I telegiornali possono finalmente sfoderare i riciclatissimi servizi
di repertorio: tra un condizionatore gocciolante, un gelato spalmato sulla
bocca di un bambino ed una vecchia agonizzante che si sventaglia, spuntano i piedi dei turisti a bagno nelle fontane.
E la primavera? Che fine ha fatto? In molti se lo sono
chiesti quest'anno, ma c’è chi, sospinto da un’analogia tanto facile quanto amara, se lo
sta chiedendo più di
altri.
Ogni giovane vita attraversa un momento d’oro, una primavera
intellettuale carica di idee e fervida di energie.

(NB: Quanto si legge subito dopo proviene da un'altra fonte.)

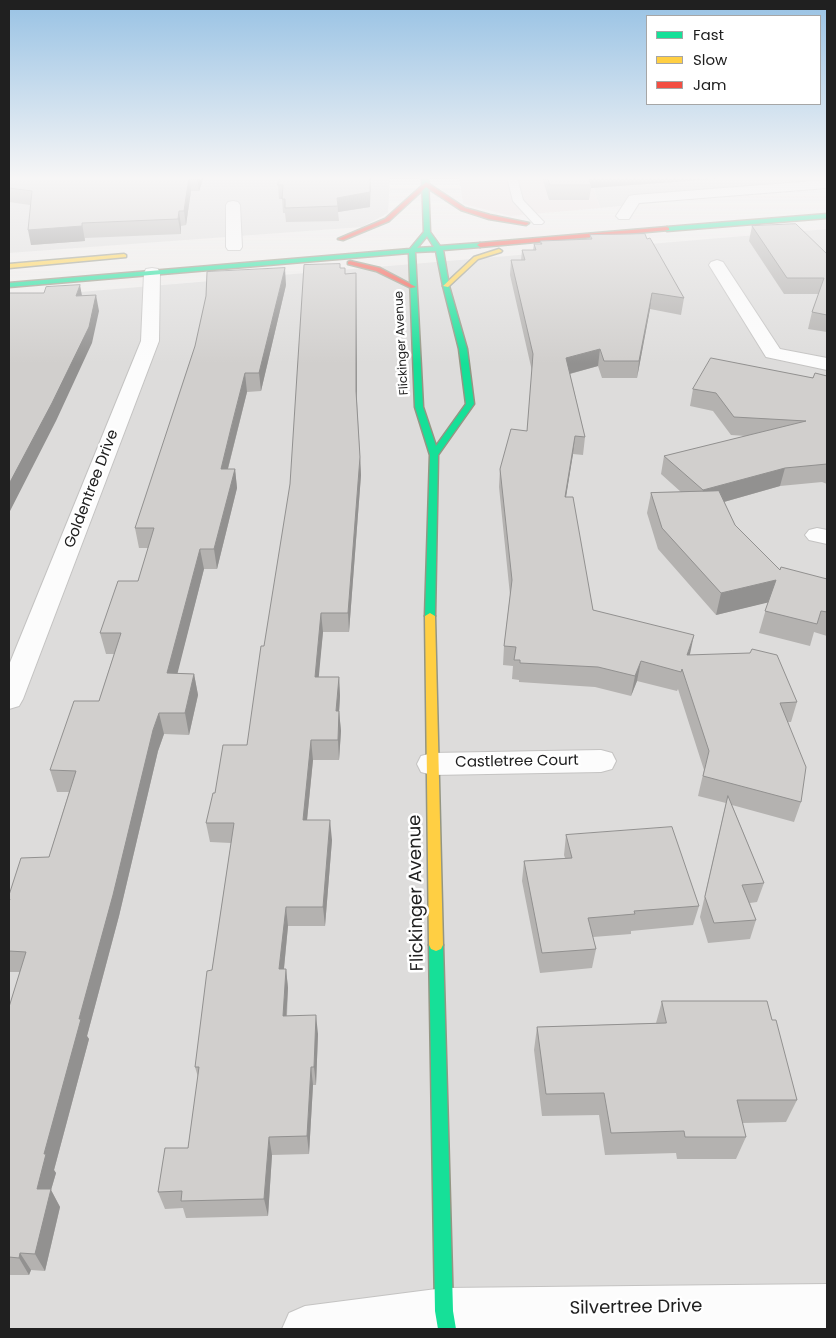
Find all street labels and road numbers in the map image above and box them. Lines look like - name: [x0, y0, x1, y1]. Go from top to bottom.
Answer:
- street label: Flickinger Avenue: [392, 291, 412, 395]
- street label: Goldentree Drive: [61, 427, 123, 551]
- street label: Castletree Court: [455, 752, 579, 772]
- street label: Flickinger Avenue: [405, 815, 429, 971]
- street label: Silvertree Drive: [569, 1296, 703, 1320]

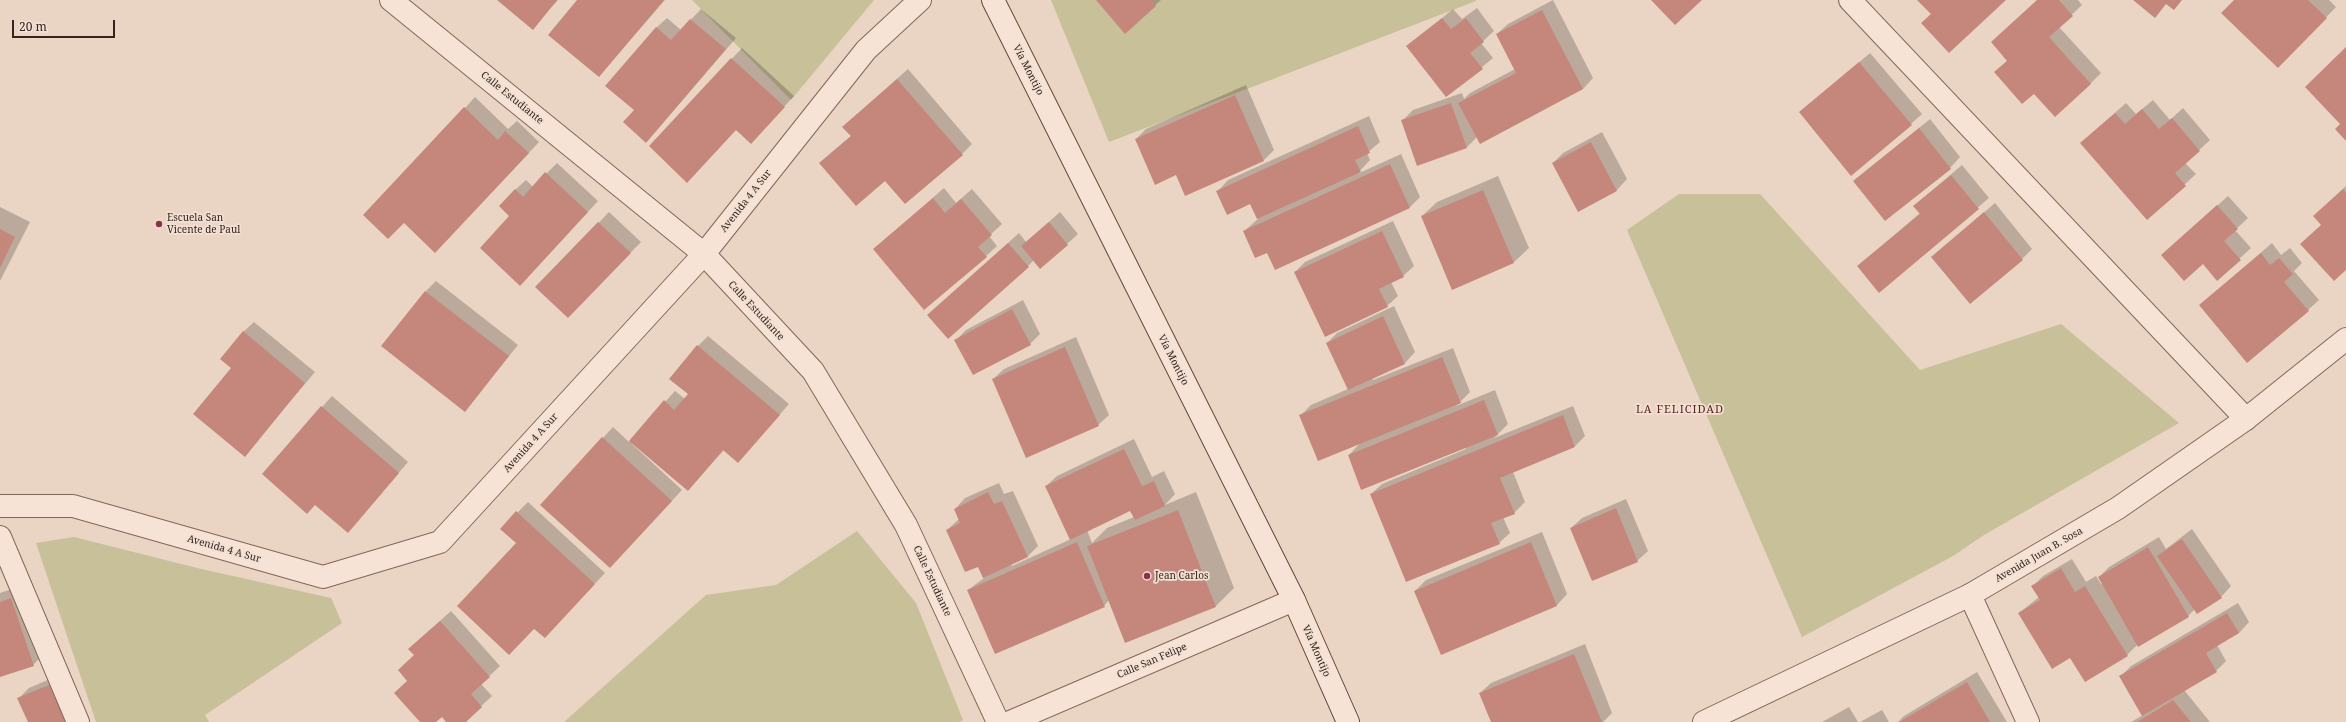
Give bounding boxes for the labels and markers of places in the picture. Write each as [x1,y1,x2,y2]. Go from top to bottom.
place label: Escuela San Vicente de Paul [167,212,240,236]
marker: Escuela San Vicente de Paul [154,219,164,229]
place label: Jean Carlos [1155,570,1208,582]
marker: Jean Carlos [1142,571,1152,581]

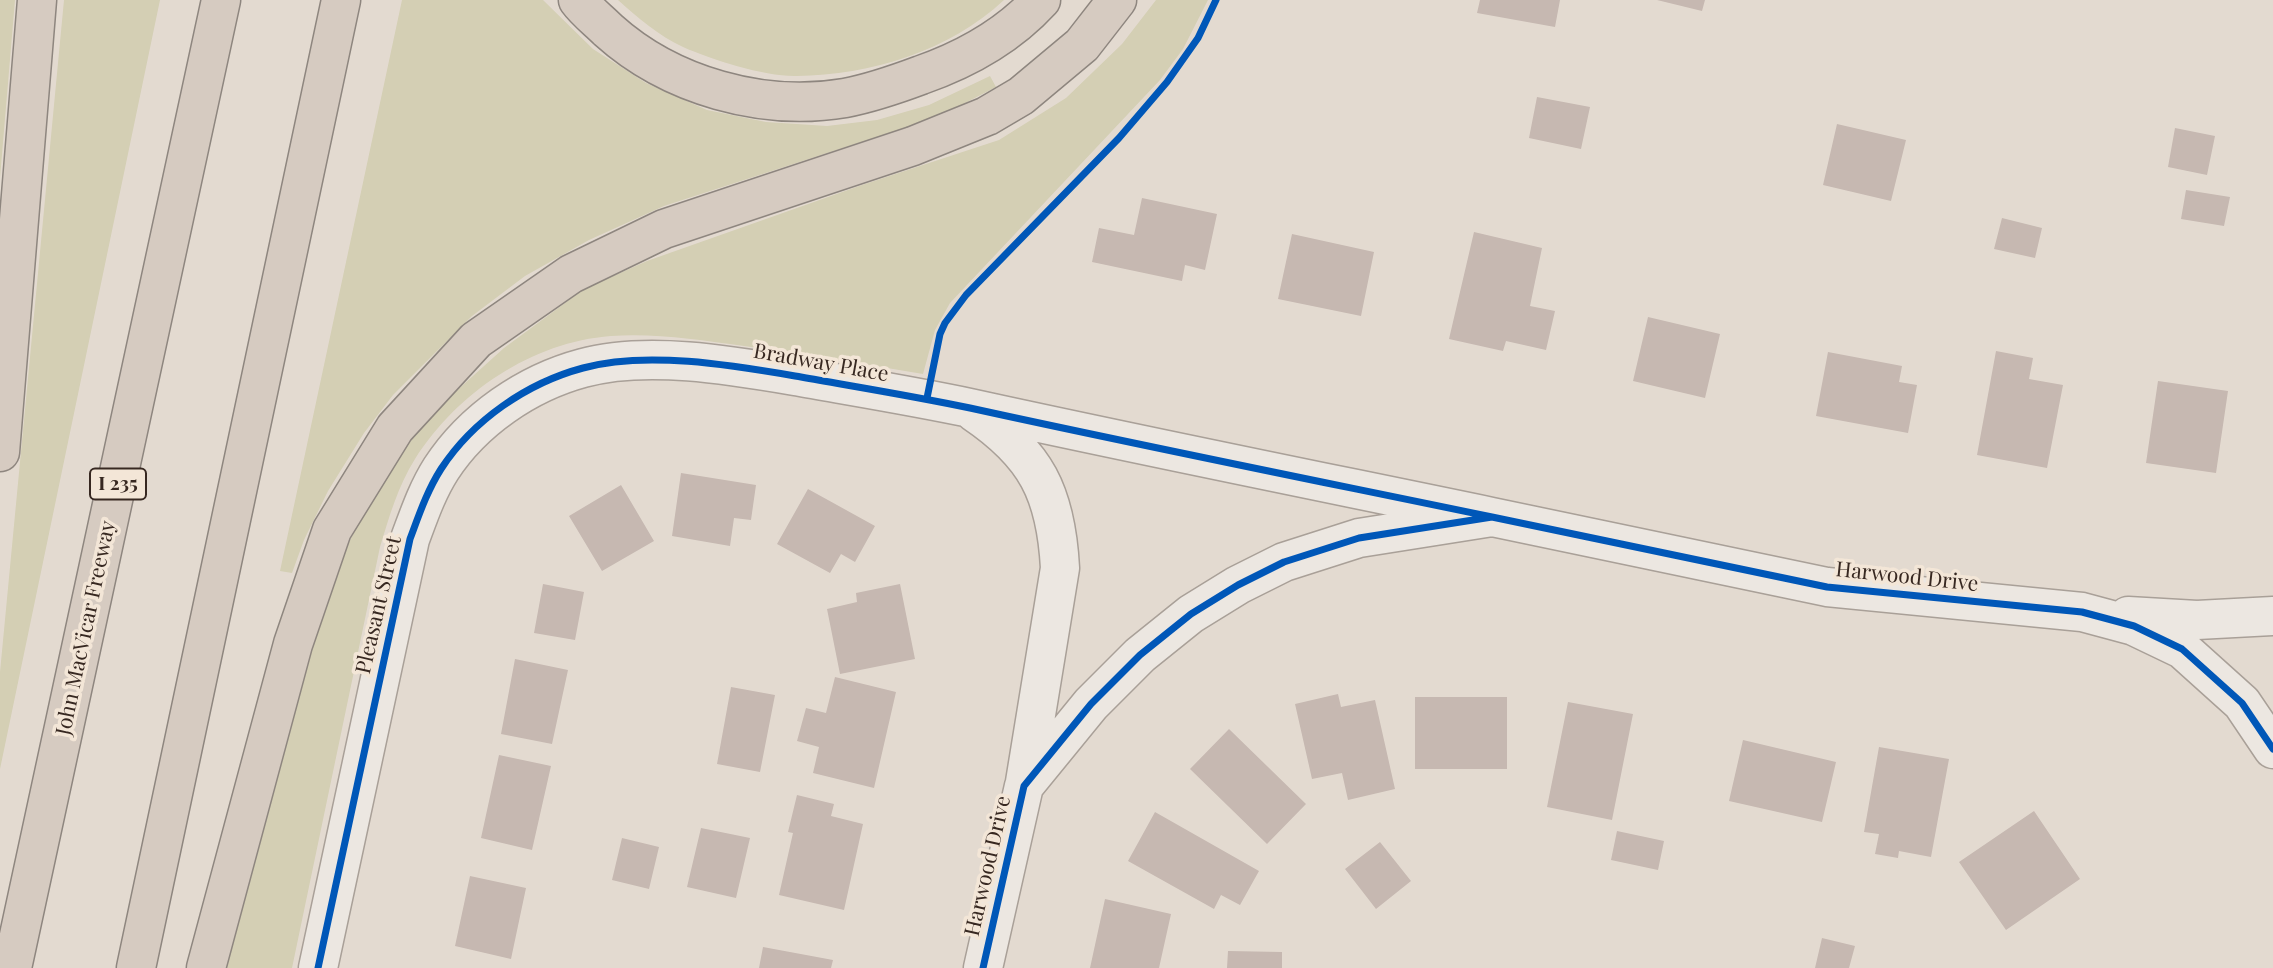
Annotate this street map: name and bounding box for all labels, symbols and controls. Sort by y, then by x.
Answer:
street label: Bradway Place [752,339,890,387]
road number: I 235 [90,468,146,499]
street label: John MacVicar Freeway [51,518,121,738]
street label: Pleasant Street [351,534,407,676]
street label: Harwood Drive [1834,557,1980,597]
street label: Harwood Drive [960,793,1016,939]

Ho
visto questa stagione sfumare negli sguardi dei coetanei, estinguersi
nello slancio fulmineo di progetti abortiti sul nascere, consumarsi nella lotta
per un posto stabile e per un salario decoroso a cui si aspirava non come una
stazione d'arrivo, ma come un trampolino di lancio. Traguardi per molti non ancora
raggiunti, per altri toccati troppo tardi. Nella lunga corsa, quante porte sbarrate, quante idee perse, quanti sogni svaniti! Non li riavremo mai indietro.
C’è chi ha cercato la primavera
al "Nord del mondo", in una serra ben irrorata e protetta, dove si producono
artificialmente frutti belli e insipidi. Un'illusione, un pallido ripiego, non prendiamoci in giro.
I danni maggiori non sono per le arti che si nutrono di
tensioni e sanno gestire l'incerto. Le perdite più importati si misurano nella
ricerca, nelle scienze umane e sociali, e persino in quelle buffamente definite
esatte.
Progetti solidi e ben strutturati non sbocciano sotto l’aura
rarefatta e pesante di un vecchio barone, nè idee brillanti possono esprimersi
nella routine di un impeccabile servizio consacrato al successo di spensierati cinquantenni.
Ecco cosa abbiamo perso: la primavera. Ci saranno certo
nuovi cicli, ma non per noi e non per ora.
Ora c’è l’estate, un’estate calda di rabbia. E poi si affaccerà l’autunno ed avrà i nostri occhi, occhi stanchi, disincantati, avvelenati.